Problem requirements - The lines from the top of the records below through the one containing "filter:drop-shadow(0 0 2px" are to be transcribed exactly, and nothing else is to be added.

Given data -
================================

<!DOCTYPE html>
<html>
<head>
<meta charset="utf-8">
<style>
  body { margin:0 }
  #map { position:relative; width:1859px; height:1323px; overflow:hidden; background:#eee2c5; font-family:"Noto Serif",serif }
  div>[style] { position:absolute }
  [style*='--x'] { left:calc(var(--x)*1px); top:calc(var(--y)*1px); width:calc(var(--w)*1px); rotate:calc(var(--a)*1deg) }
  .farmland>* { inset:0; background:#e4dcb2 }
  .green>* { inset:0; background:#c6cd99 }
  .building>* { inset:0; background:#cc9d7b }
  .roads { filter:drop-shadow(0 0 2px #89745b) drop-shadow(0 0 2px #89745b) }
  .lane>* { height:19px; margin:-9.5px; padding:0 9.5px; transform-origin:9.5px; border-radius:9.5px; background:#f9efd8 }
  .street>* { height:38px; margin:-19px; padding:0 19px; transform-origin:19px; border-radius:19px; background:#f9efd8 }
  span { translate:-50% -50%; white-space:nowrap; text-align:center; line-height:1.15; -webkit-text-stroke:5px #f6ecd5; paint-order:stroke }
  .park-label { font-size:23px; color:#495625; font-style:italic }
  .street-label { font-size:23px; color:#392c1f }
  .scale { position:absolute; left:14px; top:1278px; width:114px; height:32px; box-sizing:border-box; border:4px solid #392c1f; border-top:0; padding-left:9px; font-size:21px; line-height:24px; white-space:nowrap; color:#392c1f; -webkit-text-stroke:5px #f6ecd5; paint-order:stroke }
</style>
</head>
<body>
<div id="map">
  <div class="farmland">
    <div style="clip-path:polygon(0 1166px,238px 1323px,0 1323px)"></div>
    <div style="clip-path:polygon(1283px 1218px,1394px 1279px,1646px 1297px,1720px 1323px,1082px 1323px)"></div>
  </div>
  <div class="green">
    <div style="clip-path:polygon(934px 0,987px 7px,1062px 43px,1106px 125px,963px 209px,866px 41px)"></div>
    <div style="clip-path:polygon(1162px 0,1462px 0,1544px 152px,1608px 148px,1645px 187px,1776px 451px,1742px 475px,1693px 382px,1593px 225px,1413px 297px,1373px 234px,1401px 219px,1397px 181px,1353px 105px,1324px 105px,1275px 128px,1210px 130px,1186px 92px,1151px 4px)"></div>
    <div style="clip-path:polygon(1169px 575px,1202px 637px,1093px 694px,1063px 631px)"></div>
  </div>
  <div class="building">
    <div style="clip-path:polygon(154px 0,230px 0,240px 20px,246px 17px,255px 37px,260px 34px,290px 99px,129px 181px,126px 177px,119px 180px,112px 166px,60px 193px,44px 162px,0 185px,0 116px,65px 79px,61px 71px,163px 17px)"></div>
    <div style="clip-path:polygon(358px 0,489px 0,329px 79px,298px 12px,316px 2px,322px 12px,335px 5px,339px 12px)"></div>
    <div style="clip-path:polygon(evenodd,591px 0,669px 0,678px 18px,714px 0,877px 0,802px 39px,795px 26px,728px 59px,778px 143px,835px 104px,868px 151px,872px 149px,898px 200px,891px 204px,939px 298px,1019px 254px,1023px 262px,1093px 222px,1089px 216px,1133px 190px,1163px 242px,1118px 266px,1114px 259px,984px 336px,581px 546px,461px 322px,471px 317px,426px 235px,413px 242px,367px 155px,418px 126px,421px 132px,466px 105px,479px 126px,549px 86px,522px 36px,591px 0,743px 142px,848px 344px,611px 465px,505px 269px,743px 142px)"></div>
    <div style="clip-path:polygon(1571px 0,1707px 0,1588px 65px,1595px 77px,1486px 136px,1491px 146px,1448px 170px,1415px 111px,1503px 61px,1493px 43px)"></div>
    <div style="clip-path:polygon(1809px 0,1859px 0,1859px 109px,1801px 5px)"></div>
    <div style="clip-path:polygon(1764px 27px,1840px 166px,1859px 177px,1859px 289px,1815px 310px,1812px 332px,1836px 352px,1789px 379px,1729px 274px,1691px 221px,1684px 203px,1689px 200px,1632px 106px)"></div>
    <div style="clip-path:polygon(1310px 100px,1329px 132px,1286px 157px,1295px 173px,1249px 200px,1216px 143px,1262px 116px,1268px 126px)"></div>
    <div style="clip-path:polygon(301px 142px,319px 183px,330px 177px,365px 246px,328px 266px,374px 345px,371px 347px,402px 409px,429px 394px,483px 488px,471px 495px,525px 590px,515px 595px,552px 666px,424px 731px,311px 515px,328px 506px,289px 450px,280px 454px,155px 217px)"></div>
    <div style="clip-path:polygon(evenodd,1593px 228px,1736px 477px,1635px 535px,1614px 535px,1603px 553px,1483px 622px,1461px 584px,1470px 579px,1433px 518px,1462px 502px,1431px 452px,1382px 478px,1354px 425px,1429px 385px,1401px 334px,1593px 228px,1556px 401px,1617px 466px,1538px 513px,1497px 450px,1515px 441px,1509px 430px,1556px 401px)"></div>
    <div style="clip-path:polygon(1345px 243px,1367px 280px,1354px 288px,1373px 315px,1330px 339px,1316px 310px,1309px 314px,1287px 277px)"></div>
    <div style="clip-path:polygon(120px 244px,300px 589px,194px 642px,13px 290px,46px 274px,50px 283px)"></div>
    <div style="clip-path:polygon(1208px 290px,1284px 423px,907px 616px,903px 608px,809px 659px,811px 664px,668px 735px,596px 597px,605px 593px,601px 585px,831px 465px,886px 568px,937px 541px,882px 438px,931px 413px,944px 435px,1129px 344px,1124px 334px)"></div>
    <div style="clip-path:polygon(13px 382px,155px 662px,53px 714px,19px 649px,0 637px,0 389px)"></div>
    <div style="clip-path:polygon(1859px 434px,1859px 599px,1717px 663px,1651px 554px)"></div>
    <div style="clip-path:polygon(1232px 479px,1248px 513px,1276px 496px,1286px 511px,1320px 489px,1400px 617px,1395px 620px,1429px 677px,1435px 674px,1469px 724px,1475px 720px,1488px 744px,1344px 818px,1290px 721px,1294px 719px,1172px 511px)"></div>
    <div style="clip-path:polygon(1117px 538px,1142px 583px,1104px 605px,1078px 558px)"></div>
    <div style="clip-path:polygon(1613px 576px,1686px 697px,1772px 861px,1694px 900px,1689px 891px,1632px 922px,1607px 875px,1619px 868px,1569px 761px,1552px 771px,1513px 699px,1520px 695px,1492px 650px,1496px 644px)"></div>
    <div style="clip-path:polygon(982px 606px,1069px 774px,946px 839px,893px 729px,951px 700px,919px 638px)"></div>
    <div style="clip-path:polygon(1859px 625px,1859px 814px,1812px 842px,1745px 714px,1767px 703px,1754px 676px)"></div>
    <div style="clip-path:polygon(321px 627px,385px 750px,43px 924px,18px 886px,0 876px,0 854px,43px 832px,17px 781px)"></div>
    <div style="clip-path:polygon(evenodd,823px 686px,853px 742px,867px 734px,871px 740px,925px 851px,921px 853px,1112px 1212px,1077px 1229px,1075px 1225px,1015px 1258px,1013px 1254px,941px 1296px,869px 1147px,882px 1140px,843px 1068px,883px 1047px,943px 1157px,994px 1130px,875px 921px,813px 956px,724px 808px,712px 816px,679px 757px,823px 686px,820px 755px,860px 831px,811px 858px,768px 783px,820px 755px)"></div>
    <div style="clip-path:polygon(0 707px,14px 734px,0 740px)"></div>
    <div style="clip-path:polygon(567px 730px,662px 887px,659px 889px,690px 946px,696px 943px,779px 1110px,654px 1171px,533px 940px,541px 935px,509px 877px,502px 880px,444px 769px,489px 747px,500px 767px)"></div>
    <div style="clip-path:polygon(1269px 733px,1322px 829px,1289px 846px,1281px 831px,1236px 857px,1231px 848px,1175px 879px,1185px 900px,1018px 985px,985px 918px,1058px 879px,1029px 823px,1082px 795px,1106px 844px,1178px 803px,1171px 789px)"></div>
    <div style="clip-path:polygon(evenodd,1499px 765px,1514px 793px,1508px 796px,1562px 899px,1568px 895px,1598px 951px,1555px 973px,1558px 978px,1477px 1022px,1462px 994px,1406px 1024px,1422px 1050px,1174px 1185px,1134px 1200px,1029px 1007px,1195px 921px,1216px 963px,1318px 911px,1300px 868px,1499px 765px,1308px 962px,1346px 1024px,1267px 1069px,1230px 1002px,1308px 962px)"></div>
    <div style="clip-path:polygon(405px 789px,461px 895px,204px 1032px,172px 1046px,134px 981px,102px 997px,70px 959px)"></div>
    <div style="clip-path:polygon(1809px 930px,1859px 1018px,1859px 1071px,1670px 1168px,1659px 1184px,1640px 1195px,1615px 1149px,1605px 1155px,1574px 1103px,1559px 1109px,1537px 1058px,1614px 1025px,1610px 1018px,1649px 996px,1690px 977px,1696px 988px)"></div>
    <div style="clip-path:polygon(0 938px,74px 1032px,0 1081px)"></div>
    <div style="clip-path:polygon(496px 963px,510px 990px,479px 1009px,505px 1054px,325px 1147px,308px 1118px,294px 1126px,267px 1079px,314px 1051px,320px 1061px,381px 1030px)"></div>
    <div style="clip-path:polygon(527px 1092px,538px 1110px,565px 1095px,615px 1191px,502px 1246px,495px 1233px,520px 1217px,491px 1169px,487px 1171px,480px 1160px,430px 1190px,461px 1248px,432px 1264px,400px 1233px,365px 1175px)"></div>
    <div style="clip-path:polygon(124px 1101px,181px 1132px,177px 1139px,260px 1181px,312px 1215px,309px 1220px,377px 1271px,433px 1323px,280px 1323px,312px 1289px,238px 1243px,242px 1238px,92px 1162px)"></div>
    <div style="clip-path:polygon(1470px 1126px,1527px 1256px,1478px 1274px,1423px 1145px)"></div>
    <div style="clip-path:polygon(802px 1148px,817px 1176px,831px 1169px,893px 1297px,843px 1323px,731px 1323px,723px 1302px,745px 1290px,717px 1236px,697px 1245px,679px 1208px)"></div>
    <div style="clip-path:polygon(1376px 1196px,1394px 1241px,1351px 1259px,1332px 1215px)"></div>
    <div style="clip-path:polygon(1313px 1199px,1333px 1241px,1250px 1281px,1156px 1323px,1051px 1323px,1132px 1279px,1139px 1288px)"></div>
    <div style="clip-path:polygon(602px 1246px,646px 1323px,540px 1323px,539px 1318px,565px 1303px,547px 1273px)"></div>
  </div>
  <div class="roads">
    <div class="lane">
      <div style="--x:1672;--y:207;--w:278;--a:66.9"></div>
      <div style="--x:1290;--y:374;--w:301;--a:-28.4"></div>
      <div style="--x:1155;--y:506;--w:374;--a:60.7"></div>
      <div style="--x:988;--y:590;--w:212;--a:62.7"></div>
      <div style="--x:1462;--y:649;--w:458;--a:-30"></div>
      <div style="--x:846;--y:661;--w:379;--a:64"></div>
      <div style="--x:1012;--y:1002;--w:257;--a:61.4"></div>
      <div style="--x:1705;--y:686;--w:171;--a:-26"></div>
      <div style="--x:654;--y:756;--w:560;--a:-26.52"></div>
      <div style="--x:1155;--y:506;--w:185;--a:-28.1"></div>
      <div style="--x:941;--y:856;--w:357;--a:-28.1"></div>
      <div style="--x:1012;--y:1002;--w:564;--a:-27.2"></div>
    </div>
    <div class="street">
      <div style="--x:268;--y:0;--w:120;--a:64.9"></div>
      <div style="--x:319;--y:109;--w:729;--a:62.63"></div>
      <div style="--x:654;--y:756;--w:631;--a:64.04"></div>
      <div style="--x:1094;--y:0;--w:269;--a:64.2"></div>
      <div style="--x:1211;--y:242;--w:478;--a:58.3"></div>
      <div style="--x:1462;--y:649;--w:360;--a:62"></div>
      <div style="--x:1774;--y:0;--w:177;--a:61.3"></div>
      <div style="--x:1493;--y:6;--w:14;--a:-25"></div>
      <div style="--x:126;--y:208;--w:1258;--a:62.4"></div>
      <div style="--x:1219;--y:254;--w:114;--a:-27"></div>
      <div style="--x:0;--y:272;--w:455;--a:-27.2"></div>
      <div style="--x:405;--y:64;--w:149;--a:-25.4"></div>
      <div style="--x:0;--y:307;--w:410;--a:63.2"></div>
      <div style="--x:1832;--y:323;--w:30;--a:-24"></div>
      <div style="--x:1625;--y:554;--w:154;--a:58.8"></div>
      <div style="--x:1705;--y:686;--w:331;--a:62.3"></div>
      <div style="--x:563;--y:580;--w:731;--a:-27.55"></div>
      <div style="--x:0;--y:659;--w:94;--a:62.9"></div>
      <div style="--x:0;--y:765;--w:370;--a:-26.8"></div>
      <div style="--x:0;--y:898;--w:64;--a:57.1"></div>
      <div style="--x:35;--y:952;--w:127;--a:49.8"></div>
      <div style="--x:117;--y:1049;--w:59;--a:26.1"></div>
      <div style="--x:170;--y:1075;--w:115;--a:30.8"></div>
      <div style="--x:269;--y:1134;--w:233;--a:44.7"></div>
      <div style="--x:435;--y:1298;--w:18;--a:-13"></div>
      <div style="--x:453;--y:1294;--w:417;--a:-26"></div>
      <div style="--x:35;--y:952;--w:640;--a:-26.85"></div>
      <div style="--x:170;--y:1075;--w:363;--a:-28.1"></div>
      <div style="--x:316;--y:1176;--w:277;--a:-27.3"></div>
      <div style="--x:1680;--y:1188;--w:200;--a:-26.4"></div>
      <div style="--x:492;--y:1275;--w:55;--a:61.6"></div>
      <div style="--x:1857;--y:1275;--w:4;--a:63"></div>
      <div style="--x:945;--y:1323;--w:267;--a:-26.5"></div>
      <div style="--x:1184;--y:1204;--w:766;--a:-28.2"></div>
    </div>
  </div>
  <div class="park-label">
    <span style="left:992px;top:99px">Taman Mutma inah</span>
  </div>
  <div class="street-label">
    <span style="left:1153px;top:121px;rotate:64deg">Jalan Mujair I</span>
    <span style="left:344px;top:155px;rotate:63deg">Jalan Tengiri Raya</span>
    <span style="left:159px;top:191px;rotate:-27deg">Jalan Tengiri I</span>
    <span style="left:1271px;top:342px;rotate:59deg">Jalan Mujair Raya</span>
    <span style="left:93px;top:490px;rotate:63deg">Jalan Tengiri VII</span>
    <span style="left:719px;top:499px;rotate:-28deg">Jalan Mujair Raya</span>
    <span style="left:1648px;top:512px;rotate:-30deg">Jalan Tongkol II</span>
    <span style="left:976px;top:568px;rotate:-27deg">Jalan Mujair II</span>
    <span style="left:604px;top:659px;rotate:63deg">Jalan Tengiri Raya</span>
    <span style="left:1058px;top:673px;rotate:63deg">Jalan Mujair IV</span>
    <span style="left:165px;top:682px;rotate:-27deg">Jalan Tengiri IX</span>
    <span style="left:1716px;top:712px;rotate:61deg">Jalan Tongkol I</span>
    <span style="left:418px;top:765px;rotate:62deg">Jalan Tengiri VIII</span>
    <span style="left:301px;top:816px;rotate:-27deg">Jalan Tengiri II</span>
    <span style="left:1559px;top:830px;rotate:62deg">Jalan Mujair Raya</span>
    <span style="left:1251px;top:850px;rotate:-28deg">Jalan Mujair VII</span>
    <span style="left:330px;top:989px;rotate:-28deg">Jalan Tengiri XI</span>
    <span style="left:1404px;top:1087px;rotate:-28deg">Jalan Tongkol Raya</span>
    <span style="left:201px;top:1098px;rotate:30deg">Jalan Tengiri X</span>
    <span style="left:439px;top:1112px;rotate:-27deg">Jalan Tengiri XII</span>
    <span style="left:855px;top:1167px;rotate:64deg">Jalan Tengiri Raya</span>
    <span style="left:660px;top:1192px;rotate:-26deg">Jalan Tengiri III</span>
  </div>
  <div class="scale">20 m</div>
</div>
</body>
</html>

================================

Response below -
<!DOCTYPE html>
<html>
<head>
<meta charset="utf-8">
<style>
  body { margin:0 }
  #map { position:relative; width:1859px; height:1323px; overflow:hidden; background:#eee2c5; font-family:"Noto Serif",serif }
  div>[style] { position:absolute }
  [style*='--x'] { left:calc(var(--x)*1px); top:calc(var(--y)*1px); width:calc(var(--w)*1px); rotate:calc(var(--a)*1deg) }
  .farmland>* { inset:0; background:#e4dcb2 }
  .green>* { inset:0; background:#c6cd99 }
  .building>* { inset:0; background:#cc9d7b }
  .roads { filter:drop-shadow(0 0 2px #89745b) drop-shadow(0 0 2px #89745b) }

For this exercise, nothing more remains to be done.